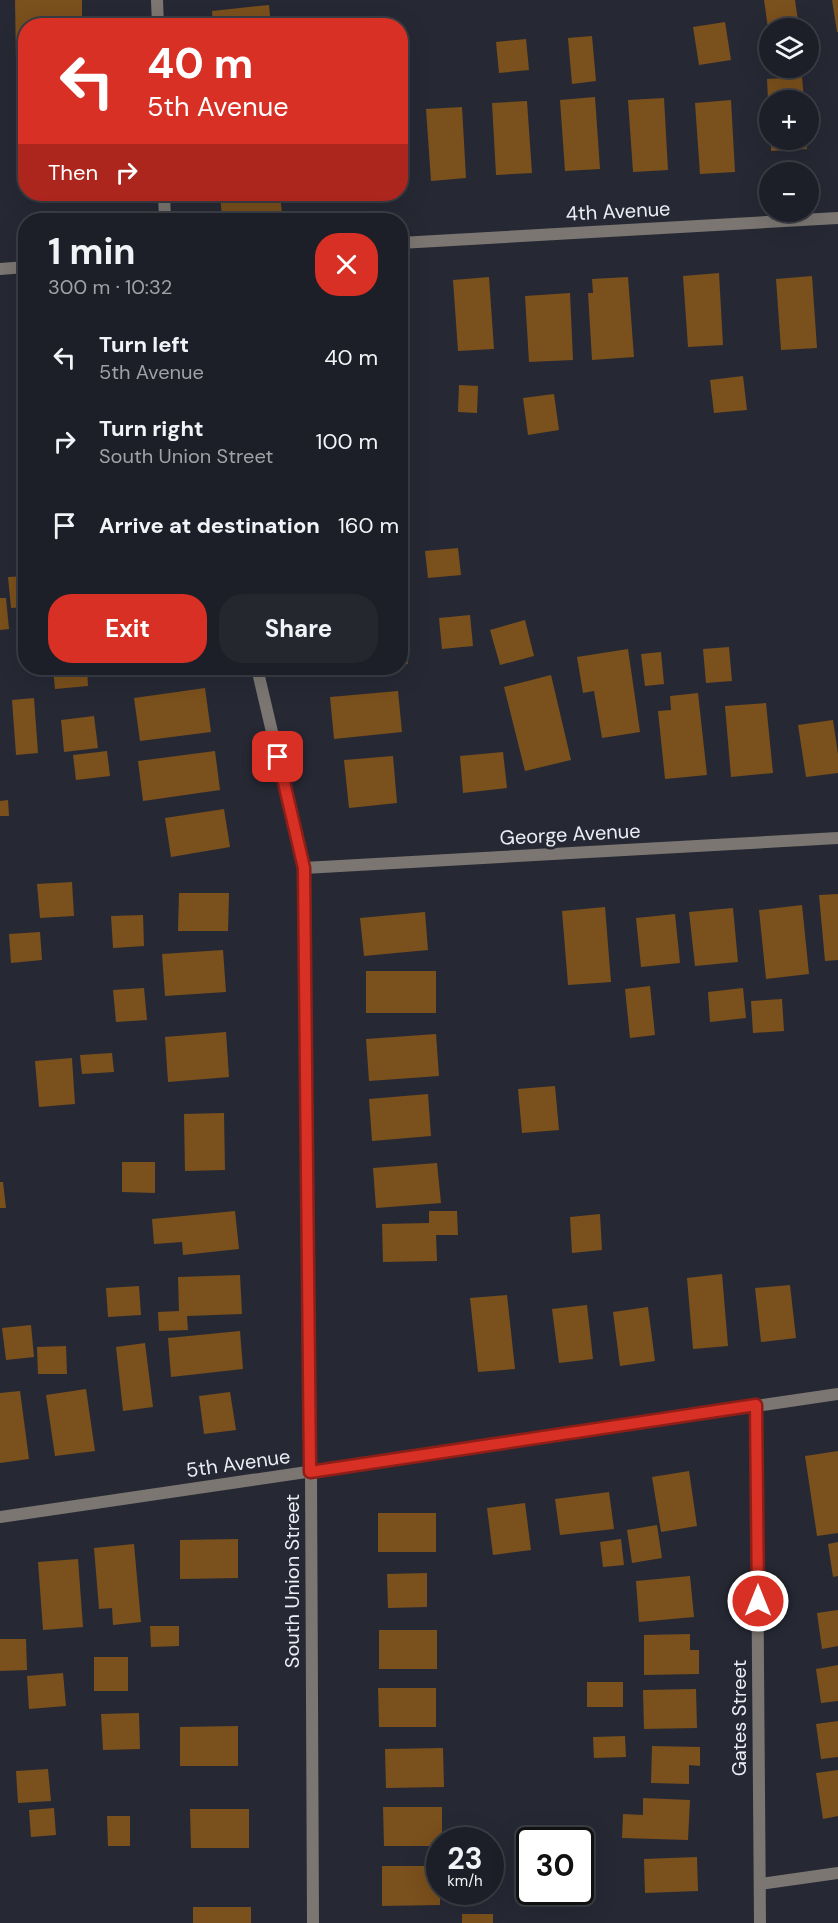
<!DOCTYPE html>
<html lang="en">
<head>
<meta charset="utf-8">
<style>
  body { margin:0; font-family:"DM Sans",sans-serif; background:#25272f; color:#f1f3f6; height:100vh; display:flex; flex-direction:column; font-size:22px; white-space:nowrap }
  * { box-sizing:border-box; margin:0 }
  p { font-size:20px; color:#a0a2a7 }
  .icon { flex:none; width:33px; height:33px; fill:none; stroke:currentColor; stroke-width:2; stroke-linecap:round; stroke-linejoin:round }
  .map { position:relative; flex:1; overflow:hidden }
  .side { position:absolute; left:18px; top:213px; width:390px; height:462px; display:flex; flex-direction:column; background:#1c1f27; border-radius:24px; box-shadow:0 6px 24px #0002,0 0 0 2px #3a3d44 }
  .side>* { flex:none }
  .top-card { position:absolute; left:18px; top:18px; width:390px; height:183px; border-radius:24px; box-shadow:0 6px 24px #0002,0 0 0 2px #3a3d44; background:#d93025; color:#fff; overflow:hidden }
  .tools { position:absolute; left:759px; top:18px; display:grid; gap:12px }
  .tools a { display:grid; place-items:center; width:60px; height:60px; border-radius:50%; background:#1c1f27; box-shadow:0 6px 24px #0002,0 0 0 2px #3a3d44; font-size:30px }
  .speed { position:absolute; left:426px; top:1827px; display:flex; gap:12px; font-size:30px; font-weight:700; text-align:center }
  .speed>* { display:grid; place-content:center; width:78px; height:78px; border-radius:50%; background:#1c1f27; box-shadow:0 6px 24px #0002,0 0 0 2px #3a3d44; line-height:1 }
  .speed small { font-size:15px; font-weight:400 }
  .speed .limit { border:3px solid #111; border-radius:9px; background:#fff; color:#111 }
  .pin { position:absolute; display:grid; place-items:center; width:51px; height:51px; color:#fff; margin:-26px; border-radius:12px; box-shadow:0 3px 9px #0006 }
  .me { position:absolute; width:66px; margin:-33px; rotate:0deg; stroke-linejoin:round; filter:drop-shadow(0 0 4px #0008) }
  .turn { display:flex; align-items:center; gap:21px; height:126px; padding:0 30px; font-size:27px }
  .turn .icon { width:78px; height:78px; stroke-width:2.5 }
  .turn b { display:block; font-size:42px; line-height:51px }
  .then { display:flex; align-items:center; height:57px; padding:0 30px; background:#0003; gap:12px; font-size:22px }
  .round { display:grid; place-items:center; flex:none; width:63px; height:63px; border-radius:24px; background:#25272f }
  .overview { display:flex; align-items:center; justify-content:space-between; height:102px; padding:0 30px }
  h1 { font-size:36px; font-weight:700; line-height:45px }
  .primary-button { display:flex; gap:12px; margin-top:auto; padding:12px 30px }
  .primary-button a { flex:1; height:69px; border-radius:24px; background:#d93025; color:#fff; font-size:24px; font-weight:700; line-height:69px; text-align:center }
  .primary-button a+a { background:#25272f; color:#f1f3f6 }
  ul { padding:0; list-style:none }
  li { display:flex; align-items:center; gap:18px; height:84px; padding:0 30px }
  li div { flex:1 }
  li b { display:block; font-size:22px }
  li em { font-style:normal }
  .map>svg:first-child { display:block }
  .building { fill:#7a501c }
  .lines { fill:none; stroke-linecap:round; stroke-linejoin:round }
  .street { stroke:#7b7671; stroke-width:12 }
  .route-casing { stroke:#8d1f18; stroke-width:15 }
  .route { stroke:#d93025; stroke-width:10 }
  .labels { text-anchor:middle; dominant-baseline:central; stroke-width:6; stroke-linejoin:round; paint-order:stroke }
  .street-label { font-size:20px; fill:#ebeef6; stroke:#262934 }
</style>
</head>
<body>
<div class="map">
<svg width="838" height="1923" viewBox="0 0 838 1923">
  <rect width="100%" height="100%" fill="#262934"/>
  <!-- building -->
  <g class="building">
    <path d="M15 0H82V26H26V123H17Z"/>
    <path d="M764 0H795L799 28H768Z"/>
    <path d="M832 0H838V32H837Z"/>
    <path d="M269 5 271 26H213L212 11Z"/>
    <path d="M725 22 731 60 699 65 693 27Z"/>
    <path d="M592 36 596 81 572 84 568 38Z"/>
    <path d="M526 39 529 70 499 73 496 42Z"/>
    <path d="M802 77 804 100H768L767 79Z"/>
    <path d="M595 97 600 169 565 171 560 100Z"/>
    <path d="M664 98 668 170 633 172 628 100Z"/>
    <path d="M731 100 735 172 700 174 695 103Z"/>
    <path d="M527 101 532 173 496 175 492 103Z"/>
    <path d="M462 107 466 178 431 181 426 109Z"/>
    <path d="M771 140H806L807 149 771 151Z"/>
    <path d="M220 194H280L282 213 222 218Z"/>
    <path d="M719 273 723 345 688 347 683 276Z"/>
    <path d="M812 276 817 348 781 350 776 279Z"/>
    <path d="M489 277 494 349 458 351 453 280Z"/>
    <path d="M628 277 634 357 592 360 588 293H593L592 279Z"/>
    <path d="M570 293 573 360 529 362 525 296Z"/>
    <path d="M743 376 747 410 714 413 710 380Z"/>
    <path d="M459 385 478 386 477 413 458 412Z"/>
    <path d="M554 394 559 430 528 435 523 398Z"/>
    <path d="M408 523 410 539 400 540V524Z"/>
    <path d="M458 548 461 575 428 578 425 551Z"/>
    <path d="M26 576V607L11 608 8 577Z"/>
    <path d="M0 598H6L9 629 0 630Z"/>
    <path d="M470 615 473 646 442 649 439 618Z"/>
    <path d="M525 620 534 656 500 665 490 630Z"/>
    <path d="M405 628 408 664 400 665V629Z"/>
    <path d="M729 647 732 681 706 683 703 649Z"/>
    <path d="M628 649 640 732 602 738 594 691 583 693 577 657Z"/>
    <path d="M661 652 664 684 645 686 641 654Z"/>
    <path d="M53 668H87L88 686 55 689Z"/>
    <path d="M131 668H192V669L132 677Z"/>
    <path d="M551 675 571 760 525 771 504 687Z"/>
    <path d="M205 688 211 732 140 741 134 698Z"/>
    <path d="M398 691 402 732 334 739 330 697Z"/>
    <path d="M698 693 707 775 665 779 658 711 671 710 670 696Z"/>
    <path d="M34 698 38 753 16 755 12 700Z"/>
    <path d="M766 703 773 773 731 777 725 706Z"/>
    <path d="M94 716 98 748 64 752 61 720Z"/>
    <path d="M833 720 838 754V773L806 777 798 725Z"/>
    <path d="M107 751 110 776 76 780 73 755Z"/>
    <path d="M215 751 220 790 143 801 138 761Z"/>
    <path d="M503 752 507 788 463 793 460 756Z"/>
    <path d="M393 756 397 803 349 808 344 760Z"/>
    <path d="M8 800 9 816H0V801Z"/>
    <path d="M224 809 230 847 171 857 165 818Z"/>
    <path d="M72 882 74 916 40 918 37 884Z"/>
    <path d="M179 893H229L228 931H178Z"/>
    <path d="M838 894V960L825 961 819 895Z"/>
    <path d="M802 905 809 974 766 979 759 910Z"/>
    <path d="M605 907 611 982 568 985 562 911Z"/>
    <path d="M733 908 738 962 695 966 689 912Z"/>
    <path d="M425 912 428 950 364 956 360 918Z"/>
    <path d="M675 914 680 963 641 967 636 918Z"/>
    <path d="M143 915 144 946 113 948 111 916Z"/>
    <path d="M40 932 42 960 11 963 9 934Z"/>
    <path d="M223 950 226 992 165 996 162 954Z"/>
    <rect x="366" y="971" width="70" height="42"/>
    <path d="M650 986 655 1035 630 1038 625 989Z"/>
    <path d="M144 988 147 1020 116 1022 113 990Z"/>
    <path d="M743 988 746 1018 710 1022 708 992Z"/>
    <path d="M782 999 784 1031 753 1033 751 1001Z"/>
    <path d="M226 1032 229 1077 168 1082 165 1037Z"/>
    <path d="M436 1034 439 1076 369 1081 366 1039Z"/>
    <path d="M112 1053 114 1072 82 1074 80 1055Z"/>
    <path d="M72 1058 75 1104 39 1107 35 1061Z"/>
    <path d="M555 1086 559 1130 522 1133 518 1089Z"/>
    <path d="M428 1094 431 1136 372 1141 369 1099Z"/>
    <path d="M224 1113 225 1170 185 1171 184 1114Z"/>
    <path d="M122 1162H155V1193L122 1192Z"/>
    <path d="M437 1163 441 1203 376 1208 373 1168Z"/>
    <path d="M0 1182H3L6 1208H0Z"/>
    <path d="M235 1211 239 1249 183 1255 182 1242 154 1244 152 1219Z"/>
    <path d="M429 1211H457L458 1235H436L437 1261 383 1262 382 1224 429 1223Z"/>
    <path d="M600 1214 602 1250 572 1253 570 1217Z"/>
    <path d="M722 1274 728 1346 693 1349 687 1278Z"/>
    <path d="M240 1275 242 1314 187 1316 188 1330 159 1331 158 1312 179 1311 178 1277Z"/>
    <path d="M790 1285 796 1338 761 1342 755 1288Z"/>
    <path d="M139 1286 141 1315 108 1317 106 1288Z"/>
    <path d="M507 1295 515 1369 478 1372 470 1298Z"/>
    <path d="M587 1305 593 1359 559 1363 552 1309Z"/>
    <path d="M648 1307 655 1361 620 1366 613 1312Z"/>
    <path d="M31 1325 34 1357 6 1360 2 1328Z"/>
    <path d="M240 1331 243 1369 171 1377 168 1338Z"/>
    <path d="M145 1343 153 1407 123 1411 116 1347Z"/>
    <path d="M66 1346 67 1374H38L37 1347Z"/>
    <path d="M86 1389 95 1451 55 1456 46 1395Z"/>
    <path d="M20 1391 29 1459 0 1463V1393Z"/>
    <path d="M230 1392 236 1430 204 1434 199 1396Z"/>
    <path d="M838 1451V1533L817 1536 805 1456Z"/>
    <path d="M689 1471 697 1526 661 1532 652 1477Z"/>
    <path d="M609 1492 614 1529 560 1535 555 1499Z"/>
    <path d="M525 1503 531 1550 493 1555 487 1508Z"/>
    <rect x="378" y="1513" width="58" height="39"/>
    <path d="M657 1525 662 1558 632 1563 627 1530Z"/>
    <path d="M238 1539V1578L180 1579V1540Z"/>
    <path d="M621 1539 624 1565 603 1567 600 1542Z"/>
    <path d="M838 1542V1576L833 1577 828 1544Z"/>
    <path d="M134 1544 141 1622 113 1625 112 1608 99 1609 94 1548Z"/>
    <path d="M78 1559 83 1627 43 1630 38 1562Z"/>
    <path d="M427 1573V1607L388 1608 387 1574Z"/>
    <path d="M690 1576 694 1617 639 1622 636 1581Z"/>
    <path d="M838 1610V1646L822 1649 817 1613Z"/>
    <path d="M150 1626H179V1646L151 1647Z"/>
    <rect x="379" y="1630" width="58" height="39"/>
    <path d="M690 1634V1650H699V1674L644 1675V1635Z"/>
    <path d="M0 1639H26L27 1670 0 1671Z"/>
    <rect x="94" y="1657" width="34" height="34"/>
    <path d="M838 1665V1701L821 1703 816 1669Z"/>
    <path d="M63 1673 66 1706 29 1709 27 1676Z"/>
    <rect x="587" y="1682" width="36" height="25"/>
    <path d="M378 1688H436V1727H379Z"/>
    <path d="M696 1689 697 1728 644 1729 643 1690Z"/>
    <path d="M139 1713 140 1749 103 1750 101 1714Z"/>
    <path d="M838 1721V1757L821 1759 816 1724Z"/>
    <path d="M238 1726V1766H180V1727Z"/>
    <path d="M625 1736 626 1757 594 1758 593 1737Z"/>
    <path d="M652 1746 700 1747V1766L689 1765V1784L651 1783Z"/>
    <path d="M443 1748 444 1787 386 1788 385 1749Z"/>
    <path d="M48 1769 51 1801 18 1803 16 1771Z"/>
    <path d="M838 1770V1816L823 1819 816 1773Z"/>
    <path d="M643 1798 690 1800 688 1840 622 1838 623 1814 643 1815Z"/>
    <path d="M383 1807H442V1840H440V1846H384Z"/>
    <path d="M54 1808 56 1835 31 1837 29 1810Z"/>
    <path d="M190 1809H249V1848H191Z"/>
    <path d="M107 1816H130V1846H108Z"/>
    <path d="M697 1857 698 1891 645 1893 644 1859Z"/>
    <path d="M382 1866H440V1905L382 1906Z"/>
    <rect x="193" y="1907" width="58" height="16"/>
    <rect x="462" y="1914" width="31" height="9"/>
  </g>
  <g class="lines">
    <!-- street -->
    <g class="street">
      <path d="M157 0 158 26"/>
      <path d="M164 194 165 220"/>
      <path d="M400 243 838 218"/>
      <path d="M0 269 26 267"/>
      <path d="M257 668 304 868 311 1472 313 1923"/>
      <path d="M304 868 838 838"/>
      <path d="M756 1405 760 1923"/>
      <path d="M0 1517 838 1394"/>
      <path d="M760 1884 838 1873"/>
    </g>
  </g>
  <g class="lines">
    <!-- route casing -->
    <g class="route-casing">
      <path id="route" d="M278 757 304 868 310 1472 756 1405 758 1601"/>
    </g>
    <!-- route -->
    <use href="#route" class="route"/>
  </g>
  <g class="labels">
    <!-- street labels -->
    <g class="street-label">
      <text transform="translate(618 211) rotate(-3)">4th Avenue</text>
      <text transform="translate(570 834) rotate(-3)">George Avenue</text>
      <text transform="translate(238 1463) rotate(-8)">5th Avenue</text>
      <text transform="translate(292 1581) rotate(-90)">South Union Street</text>
      <text transform="translate(739 1718) rotate(-90)">Gates Street</text>
    </g>
  </g>
</svg>
<div class="tools">
<a><svg class="icon" aria-label="layers" viewBox="0 0 24 24"><path d="M12 4l9 5-9 5-9-5zM3 14l9 5 9-5"/></svg></a>
<a>+</a>
<a>−</a>
</div>
<div class="speed"><div>23<small>km/h</small></div><div class="limit">30</div></div>
<div class="pin" style="left:278px;top:757px;background:#d93025"><svg class="icon" aria-label="arrive" viewBox="0 0 24 24"><path d="M6 21V4h12l-3 4 3 4H6"/></svg></div>
<svg class="me" style="left:758px;top:1601px" viewBox="-20 -20 40 40"><circle r="17" fill="#d93025" stroke="#fff" stroke-width="3"/><path d="M0-11L8 9 0 5-8 9z" fill="#fff"/></svg>
<div class="top-card">
<div class="turn"><svg class="icon" aria-label="left" viewBox="0 0 24 24"><path d="M17 20v-9H6M10 6l-5 5 5 5"/></svg><div><b>40 m</b>5th Avenue</div></div>
<div class="then">Then<svg class="icon" aria-label="right" viewBox="0 0 24 24"><path d="M7 20v-9h11M14 6l5 5-5 5"/></svg></div>
</div>
<section class="side">
<div class="overview"><div><h1>1 min</h1><p>300 m · 10:32</p></div><a class="round" style="background:#d93025;color:#fff"><svg class="icon" aria-label="close" viewBox="0 0 24 24"><path d="M6 6l12 12M18 6L6 18"/></svg></a></div>
<ul>
<li><svg class="icon" aria-label="left" viewBox="0 0 24 24"><path d="M17 20v-9H6M10 6l-5 5 5 5"/></svg><div><b>Turn left</b><p>5th Avenue</p></div><em>40 m</em></li>
<li><svg class="icon" aria-label="right" viewBox="0 0 24 24"><path d="M7 20v-9h11M14 6l5 5-5 5"/></svg><div><b>Turn right</b><p>South Union Street</p></div><em>100 m</em></li>
<li><svg class="icon" aria-label="arrive" viewBox="0 0 24 24"><path d="M6 21V4h12l-3 4 3 4H6"/></svg><div><b>Arrive at destination</b></div><em>160 m</em></li>
</ul>
<div class="primary-button"><a>Exit</a><a>Share</a></div>
</section>
</div>
</body>
</html>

******

YOUR OBJECTIVE: From the entries above, extract only the lines running from the one containing "position:absolute; left:18px; top:18px;" through the one containing "position:absolute; left:426px; top:1827px;", inclusive.

RESPONSE BOX:
  .top-card { position:absolute; left:18px; top:18px; width:390px; height:183px; border-radius:24px; box-shadow:0 6px 24px #0002,0 0 0 2px #3a3d44; background:#d93025; color:#fff; overflow:hidden }
  .tools { position:absolute; left:759px; top:18px; display:grid; gap:12px }
  .tools a { display:grid; place-items:center; width:60px; height:60px; border-radius:50%; background:#1c1f27; box-shadow:0 6px 24px #0002,0 0 0 2px #3a3d44; font-size:30px }
  .speed { position:absolute; left:426px; top:1827px; display:flex; gap:12px; font-size:30px; font-weight:700; text-align:center }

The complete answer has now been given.